The Toll of "RAMageddon": The New Price List
The price hikes are substantial, representing increases of up to 25%. Below are the most notable changes implemented immediately on Apple’s global storefronts:
- MacBook Neo (Base 256GB): Rose from $599 to $699 (a $100 increase).
- MacBook Air (512GB): Rose from $1,099 to $1,299 (a $200 increase).
- MacBook Pro (Base 14-inch 1TB): Rose from $1,699 to $1,999 (a $300 increase).
- iPad Air (128GB): Rose from $599 to $749 (a $150 / 25% increase).
- iPad Pro (WiFi 256GB): Rose from $999 to $1,199 (a $200 increase).
Even secondary devices felt the squeeze; the Apple TV jumped from $149 to $199, and the Apple Vision Pro saw a $200 bump to $3,699. Conspicuously spared is the iPhone, Apple’s primary cash cow, though analysts expect pricing pressure may catch up to the flagship line ahead of the iPhone 18 launch this autumn.

AI Servers Are Devouring Consumer Silicon
How did we get here? The crisis, which tech traders are calling "RAMageddon," is directly tied to the exponential buildout of artificial intelligence data centers. Enterprise AI chips and large language model training systems require vast, unprecedented amounts of high-performance memory.

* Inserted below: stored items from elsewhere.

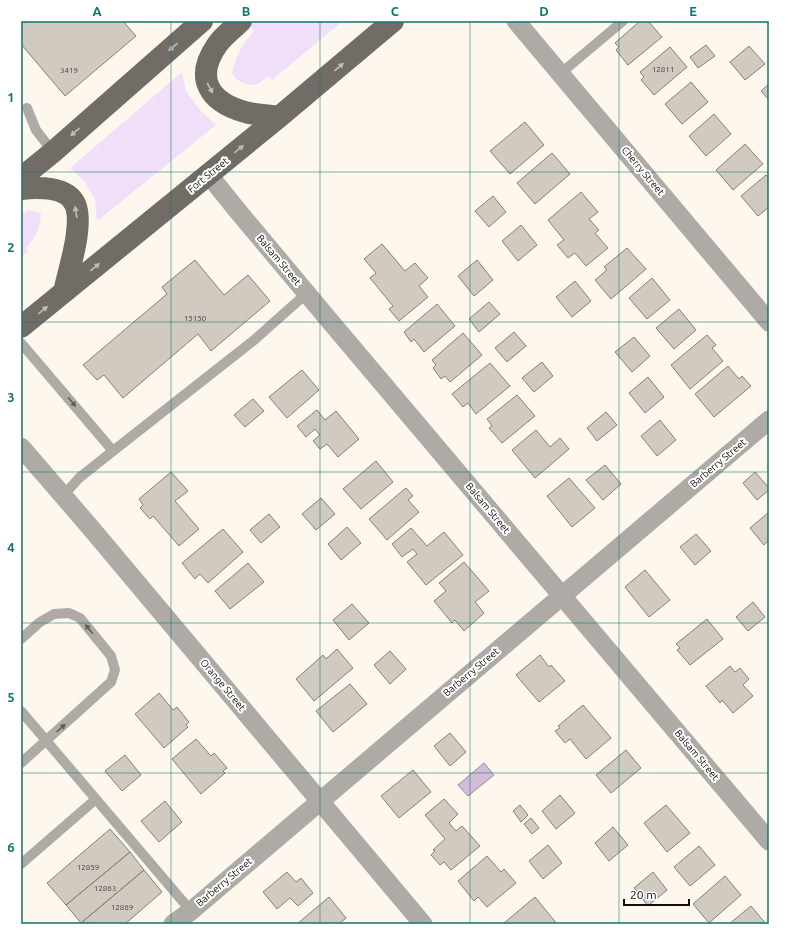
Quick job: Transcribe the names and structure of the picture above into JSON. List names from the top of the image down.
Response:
{
  "streets": {
    "main road": ["Fort Street"],
    "street": [
      "Cherry Street",
      "Balsam Street",
      "Barberry Street",
      "Orange Street"
    ]
  },
  "crossings": [
    ["Fort Street", "Balsam Street"],
    ["Balsam Street", "Barberry Street"],
    ["Barberry Street", "Orange Street"]
  ],
  "house_numbers": [
    "12811",
    "3419",
    "15150",
    "12859",
    "12863",
    "12869"
  ],
  "scale_bar": "20 m",
  "grid": {
    "columns": [
      "A",
      "B",
      "C",
      "D",
      "E"
    ],
    "rows": [
      "1",
      "2",
      "3",
      "4",
      "5",
      "6"
    ]
  }
}
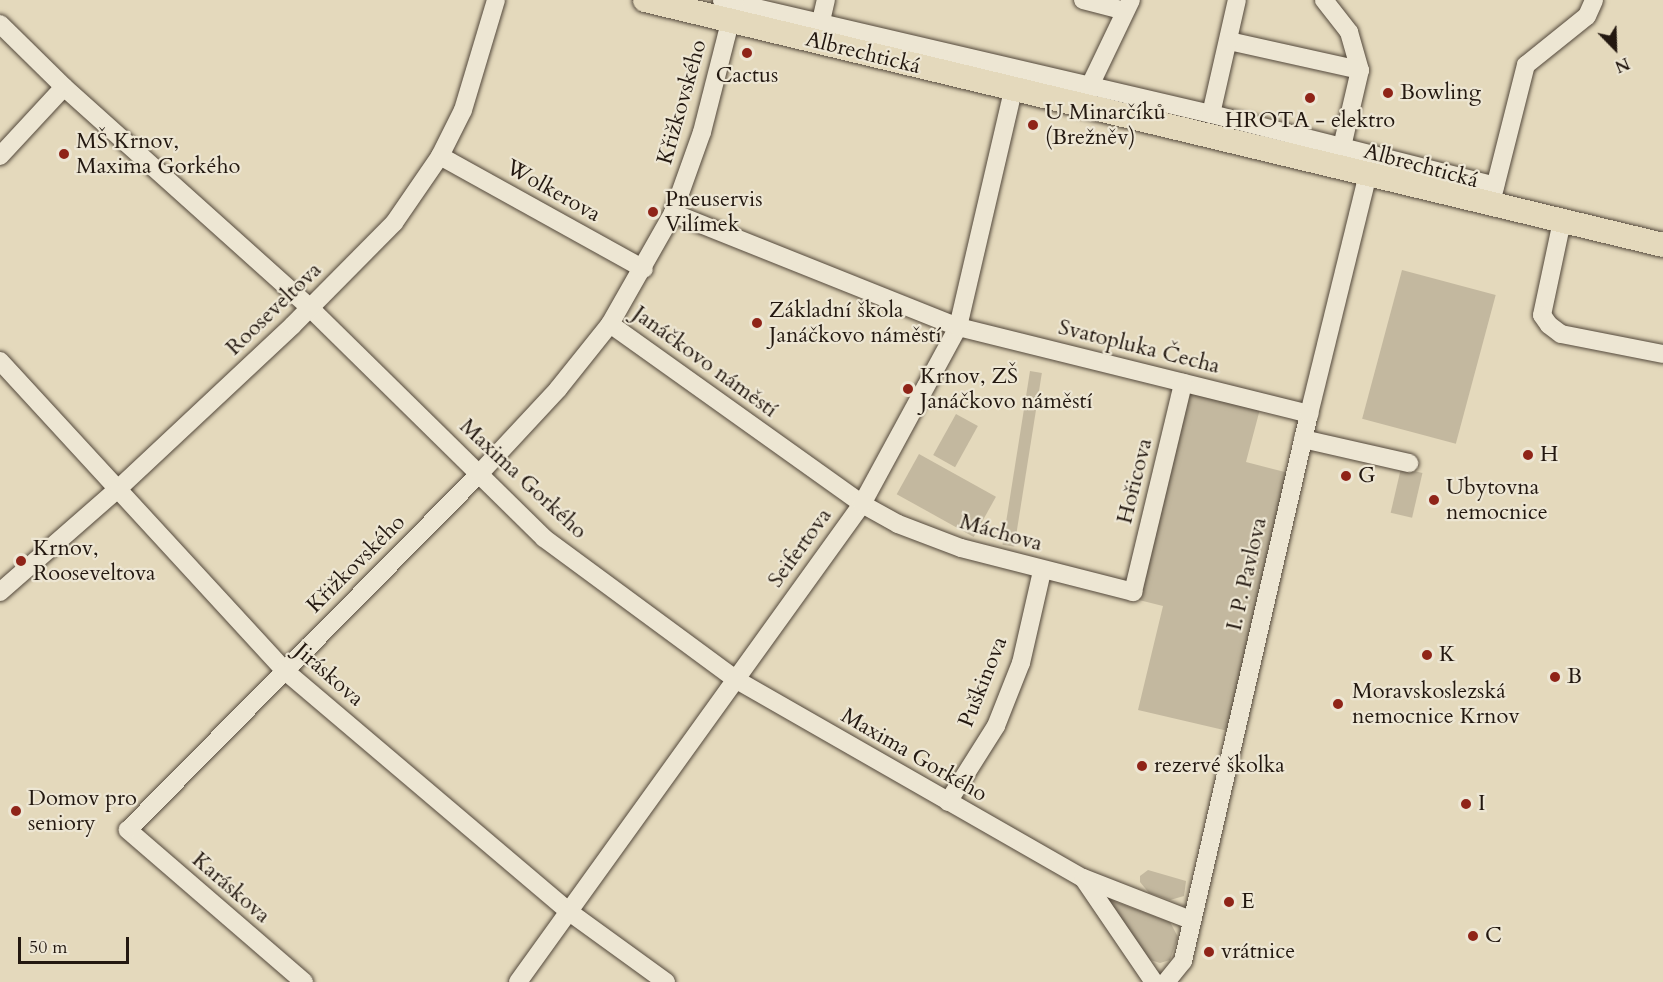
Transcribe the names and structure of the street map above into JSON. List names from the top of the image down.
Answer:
{
  "streets": {
    "main road": ["Albrechtická"],
    "street": [
      "Křižkovského",
      "Wolkerova",
      "Rooseveltova",
      "Svatopluka Čecha",
      "Janáčkovo náměstí",
      "Maxima Gorkého",
      "Hořicova",
      "Máchova",
      "Seifertova",
      "I. P. Pavlova",
      "Jiráskova",
      "Puškinova",
      "Karáskova"
    ]
  },
  "crossings": [
    ["Albrechtická", "Křižkovského"],
    ["Albrechtická", "Seifertova"],
    ["Albrechtická", "I. P. Pavlova"],
    ["Křižkovského", "Janáčkovo náměstí"],
    ["Křižkovského", "Maxima Gorkého"],
    ["Křižkovského", "Jiráskova"],
    ["Křižkovského", "Karáskova"],
    ["Wolkerova", "Rooseveltova"],
    ["Wolkerova", "Janáčkovo náměstí"],
    ["Rooseveltova", "Maxima Gorkého"],
    ["Rooseveltova", "Jiráskova"],
    ["Svatopluka Čecha", "Hořicova"],
    ["Svatopluka Čecha", "Seifertova"],
    ["Svatopluka Čecha", "I. P. Pavlova"],
    ["Janáčkovo náměstí", "Máchova"],
    ["Janáčkovo náměstí", "Seifertova"],
    ["Maxima Gorkého", "Seifertova"],
    ["Maxima Gorkého", "I. P. Pavlova"],
    ["Maxima Gorkého", "Puškinova"],
    ["Hořicova", "Máchova"],
    ["Máchova", "Seifertova"],
    ["Máchova", "Puškinova"],
    ["Seifertova", "Jiráskova"]
  ],
  "places": [
    "Cactus",
    "Bowling",
    "HROTA - elektro",
    "U Minarčíků (Brežněv)",
    "MŠ Krnov, Maxima Gorkého",
    "Pneuservis Vilímek",
    "Základní škola Janáčkovo náměstí",
    "Krnov, ZŠ Janáčkovo náměstí",
    "H",
    "G",
    "Ubytovna nemocnice",
    "Krnov, Rooseveltova",
    "K",
    "B",
    "Moravskoslezská nemocnice Krnov",
    "rezervé školka",
    "I",
    "Domov pro seniory",
    "E",
    "C",
    "vrátnice"
  ],
  "scale_bar": "50 m",
  "north": "bottom right"
}
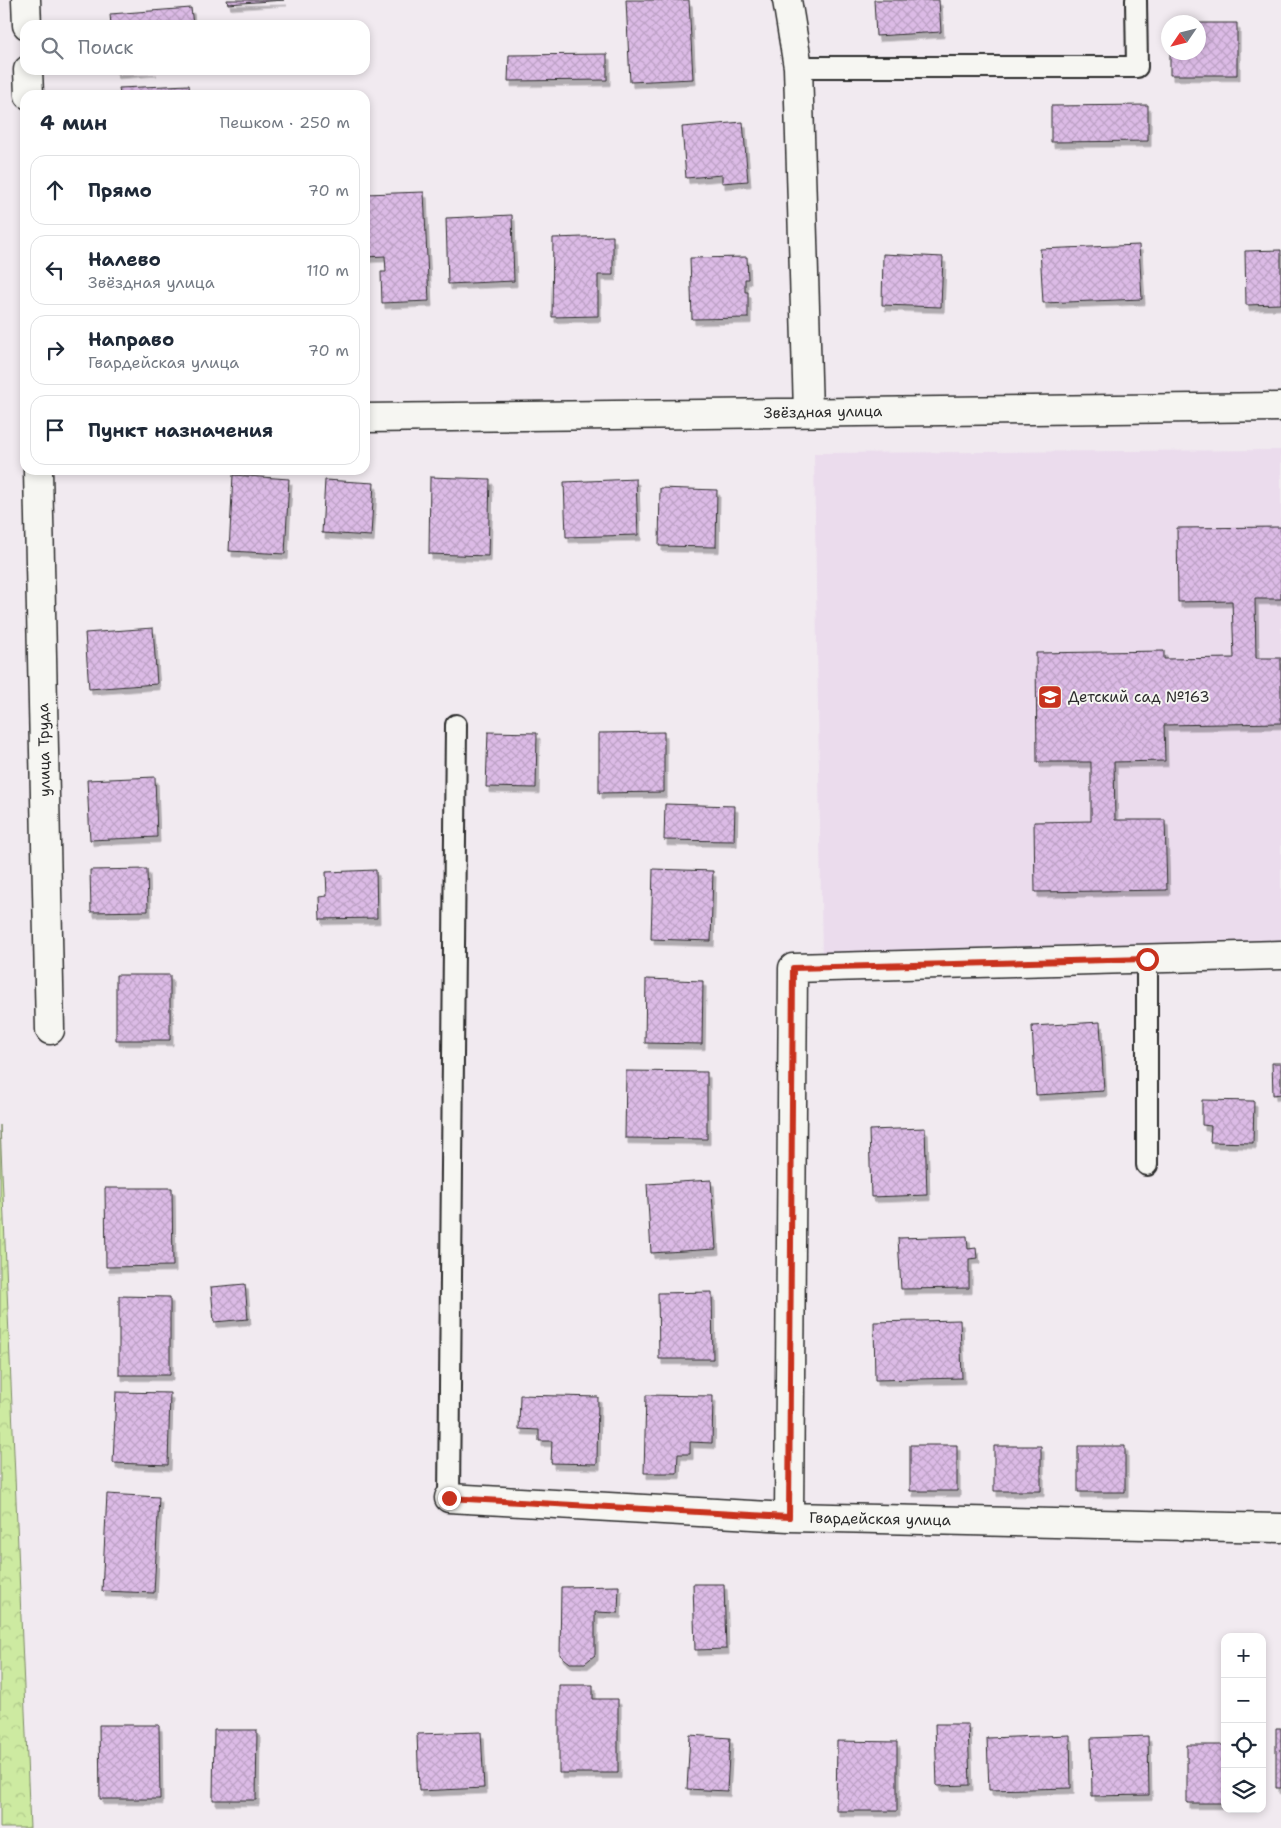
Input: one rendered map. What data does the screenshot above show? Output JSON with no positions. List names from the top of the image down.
{
  "streets": {
    "street": ["Звёздная улица", "улица Труда", "Гвардейская улица"]
  },
  "places": {
    "school or university": ["Детский cад №163"]
  },
  "north": "bottom left",
  "page": {
    "search": "Поиск",
    "heading": ["4 мин", "Пешком · 250 m"],
    "list": [
      ["Прямо", "70 m"],
      ["Налево", "Звёздная улица", "110 m"],
      ["Направо", "Гвардейская улица", "70 m"],
      "Пункт назначения"
    ],
    "map_buttons": ["+", "−"]
  }
}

Major memory producers like Micron, Samsung, and SK Hynix have redirected their manufacturing capacity to high-bandwidth server memory, leaving consumer electronics makers to fight over what remains. According to industry tracker TrendForce, contract prices for DRAM surged by nearly 98% in the first quarter of 2026 alone, with further double-digit hikes hitting this quarter.
Tim Cook’s "Hundred-Year Flood"
Outgoing Apple CEO Tim Cook—who will hand over the reins to John Ternus on September 1—was unusually blunt in addressing the situation. "This is a hundred-year flood," Cook remarked, noting that the component price surges are unlike anything the industry has seen in over 40 years.
With data centers projected to devour roughly 70% of global memory production by the end of the year, relief for consumers is far on the horizon. Industry insiders warn that memory supply is unlikely to loosen meaningfully until at least 2028, meaning these inflated Mac and iPad price tags are likely here to stay.